=== Begin Enclosure ===

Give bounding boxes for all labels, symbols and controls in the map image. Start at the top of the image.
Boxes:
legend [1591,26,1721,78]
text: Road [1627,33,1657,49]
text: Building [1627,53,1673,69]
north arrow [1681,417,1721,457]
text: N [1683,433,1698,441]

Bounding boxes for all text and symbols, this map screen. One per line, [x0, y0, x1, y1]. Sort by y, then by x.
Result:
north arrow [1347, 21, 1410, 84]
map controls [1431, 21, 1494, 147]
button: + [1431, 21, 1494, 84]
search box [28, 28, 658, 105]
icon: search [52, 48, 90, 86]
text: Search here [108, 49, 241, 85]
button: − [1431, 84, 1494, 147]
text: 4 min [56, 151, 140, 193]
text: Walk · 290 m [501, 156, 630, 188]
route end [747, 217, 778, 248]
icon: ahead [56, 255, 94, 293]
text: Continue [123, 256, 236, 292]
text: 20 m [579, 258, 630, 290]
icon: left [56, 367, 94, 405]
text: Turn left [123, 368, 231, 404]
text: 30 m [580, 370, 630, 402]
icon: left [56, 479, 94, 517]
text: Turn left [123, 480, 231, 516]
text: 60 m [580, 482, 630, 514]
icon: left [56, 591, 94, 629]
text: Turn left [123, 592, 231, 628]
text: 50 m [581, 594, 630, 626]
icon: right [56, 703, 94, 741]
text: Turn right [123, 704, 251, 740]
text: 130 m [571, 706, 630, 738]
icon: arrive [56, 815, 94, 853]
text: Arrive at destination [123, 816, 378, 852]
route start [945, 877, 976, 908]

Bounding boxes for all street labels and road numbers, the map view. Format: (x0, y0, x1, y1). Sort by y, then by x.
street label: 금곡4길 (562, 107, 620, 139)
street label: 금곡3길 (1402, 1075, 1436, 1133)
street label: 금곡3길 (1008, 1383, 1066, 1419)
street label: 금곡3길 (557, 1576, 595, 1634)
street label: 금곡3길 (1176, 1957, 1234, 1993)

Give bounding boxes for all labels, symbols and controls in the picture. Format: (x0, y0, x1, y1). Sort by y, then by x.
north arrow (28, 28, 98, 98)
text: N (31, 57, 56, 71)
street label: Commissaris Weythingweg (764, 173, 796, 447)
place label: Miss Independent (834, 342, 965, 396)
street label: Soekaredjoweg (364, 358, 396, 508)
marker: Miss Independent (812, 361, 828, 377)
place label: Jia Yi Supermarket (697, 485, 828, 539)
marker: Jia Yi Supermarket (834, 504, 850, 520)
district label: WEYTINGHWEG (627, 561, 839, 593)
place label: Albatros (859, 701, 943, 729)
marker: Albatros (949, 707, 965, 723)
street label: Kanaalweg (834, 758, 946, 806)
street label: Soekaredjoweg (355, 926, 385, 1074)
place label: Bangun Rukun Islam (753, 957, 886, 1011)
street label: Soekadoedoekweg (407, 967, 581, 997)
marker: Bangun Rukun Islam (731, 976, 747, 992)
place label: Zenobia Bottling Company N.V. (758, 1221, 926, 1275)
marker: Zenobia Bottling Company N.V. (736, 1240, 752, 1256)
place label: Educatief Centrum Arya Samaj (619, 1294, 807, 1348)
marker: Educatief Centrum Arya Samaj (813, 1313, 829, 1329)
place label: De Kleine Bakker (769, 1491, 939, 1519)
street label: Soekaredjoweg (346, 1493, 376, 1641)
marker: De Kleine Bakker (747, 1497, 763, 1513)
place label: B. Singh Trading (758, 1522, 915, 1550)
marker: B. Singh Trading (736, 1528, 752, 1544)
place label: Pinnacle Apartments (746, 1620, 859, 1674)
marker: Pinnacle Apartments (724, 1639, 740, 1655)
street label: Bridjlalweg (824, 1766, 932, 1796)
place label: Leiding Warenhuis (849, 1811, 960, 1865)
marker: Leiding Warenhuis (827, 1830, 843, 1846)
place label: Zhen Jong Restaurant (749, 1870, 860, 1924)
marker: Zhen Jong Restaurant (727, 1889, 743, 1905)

=== End Enclosure ===

=== Task brief ===
Word for word, write out every line of the listing.

=== Solution to this exercise ===
Give bounding boxes for all labels, symbols and controls in the map image. Start at the top of the image.
Boxes:
legend [1591,26,1721,78]
text: Road [1627,33,1657,49]
text: Building [1627,53,1673,69]
north arrow [1681,417,1721,457]
text: N [1683,433,1698,441]

Bounding boxes for all text and symbols, this map screen. One per line, [x0, y0, x1, y1]. Sort by y, then by x.
Result:
north arrow [1347, 21, 1410, 84]
map controls [1431, 21, 1494, 147]
button: + [1431, 21, 1494, 84]
search box [28, 28, 658, 105]
icon: search [52, 48, 90, 86]
text: Search here [108, 49, 241, 85]
button: − [1431, 84, 1494, 147]
text: 4 min [56, 151, 140, 193]
text: Walk · 290 m [501, 156, 630, 188]
route end [747, 217, 778, 248]
icon: ahead [56, 255, 94, 293]
text: Continue [123, 256, 236, 292]
text: 20 m [579, 258, 630, 290]
icon: left [56, 367, 94, 405]
text: Turn left [123, 368, 231, 404]
text: 30 m [580, 370, 630, 402]
icon: left [56, 479, 94, 517]
text: Turn left [123, 480, 231, 516]
text: 60 m [580, 482, 630, 514]
icon: left [56, 591, 94, 629]
text: Turn left [123, 592, 231, 628]
text: 50 m [581, 594, 630, 626]
icon: right [56, 703, 94, 741]
text: Turn right [123, 704, 251, 740]
text: 130 m [571, 706, 630, 738]
icon: arrive [56, 815, 94, 853]
text: Arrive at destination [123, 816, 378, 852]
route start [945, 877, 976, 908]

Bounding boxes for all street labels and road numbers, the map view. Format: (x0, y0, x1, y1). Sort by y, then by x.
street label: 금곡4길 (562, 107, 620, 139)
street label: 금곡3길 (1402, 1075, 1436, 1133)
street label: 금곡3길 (1008, 1383, 1066, 1419)
street label: 금곡3길 (557, 1576, 595, 1634)
street label: 금곡3길 (1176, 1957, 1234, 1993)

Give bounding boxes for all labels, symbols and controls in the picture. Format: (x0, y0, x1, y1). Sort by y, then by x.
north arrow (28, 28, 98, 98)
text: N (31, 57, 56, 71)
street label: Commissaris Weythingweg (764, 173, 796, 447)
place label: Miss Independent (834, 342, 965, 396)
street label: Soekaredjoweg (364, 358, 396, 508)
marker: Miss Independent (812, 361, 828, 377)
place label: Jia Yi Supermarket (697, 485, 828, 539)
marker: Jia Yi Supermarket (834, 504, 850, 520)
district label: WEYTINGHWEG (627, 561, 839, 593)
place label: Albatros (859, 701, 943, 729)
marker: Albatros (949, 707, 965, 723)
street label: Kanaalweg (834, 758, 946, 806)
street label: Soekaredjoweg (355, 926, 385, 1074)
place label: Bangun Rukun Islam (753, 957, 886, 1011)
street label: Soekadoedoekweg (407, 967, 581, 997)
marker: Bangun Rukun Islam (731, 976, 747, 992)
place label: Zenobia Bottling Company N.V. (758, 1221, 926, 1275)
marker: Zenobia Bottling Company N.V. (736, 1240, 752, 1256)
place label: Educatief Centrum Arya Samaj (619, 1294, 807, 1348)
marker: Educatief Centrum Arya Samaj (813, 1313, 829, 1329)
place label: De Kleine Bakker (769, 1491, 939, 1519)
street label: Soekaredjoweg (346, 1493, 376, 1641)
marker: De Kleine Bakker (747, 1497, 763, 1513)
place label: B. Singh Trading (758, 1522, 915, 1550)
marker: B. Singh Trading (736, 1528, 752, 1544)
place label: Pinnacle Apartments (746, 1620, 859, 1674)
marker: Pinnacle Apartments (724, 1639, 740, 1655)
street label: Bridjlalweg (824, 1766, 932, 1796)
place label: Leiding Warenhuis (849, 1811, 960, 1865)
marker: Leiding Warenhuis (827, 1830, 843, 1846)
place label: Zhen Jong Restaurant (749, 1870, 860, 1924)
marker: Zhen Jong Restaurant (727, 1889, 743, 1905)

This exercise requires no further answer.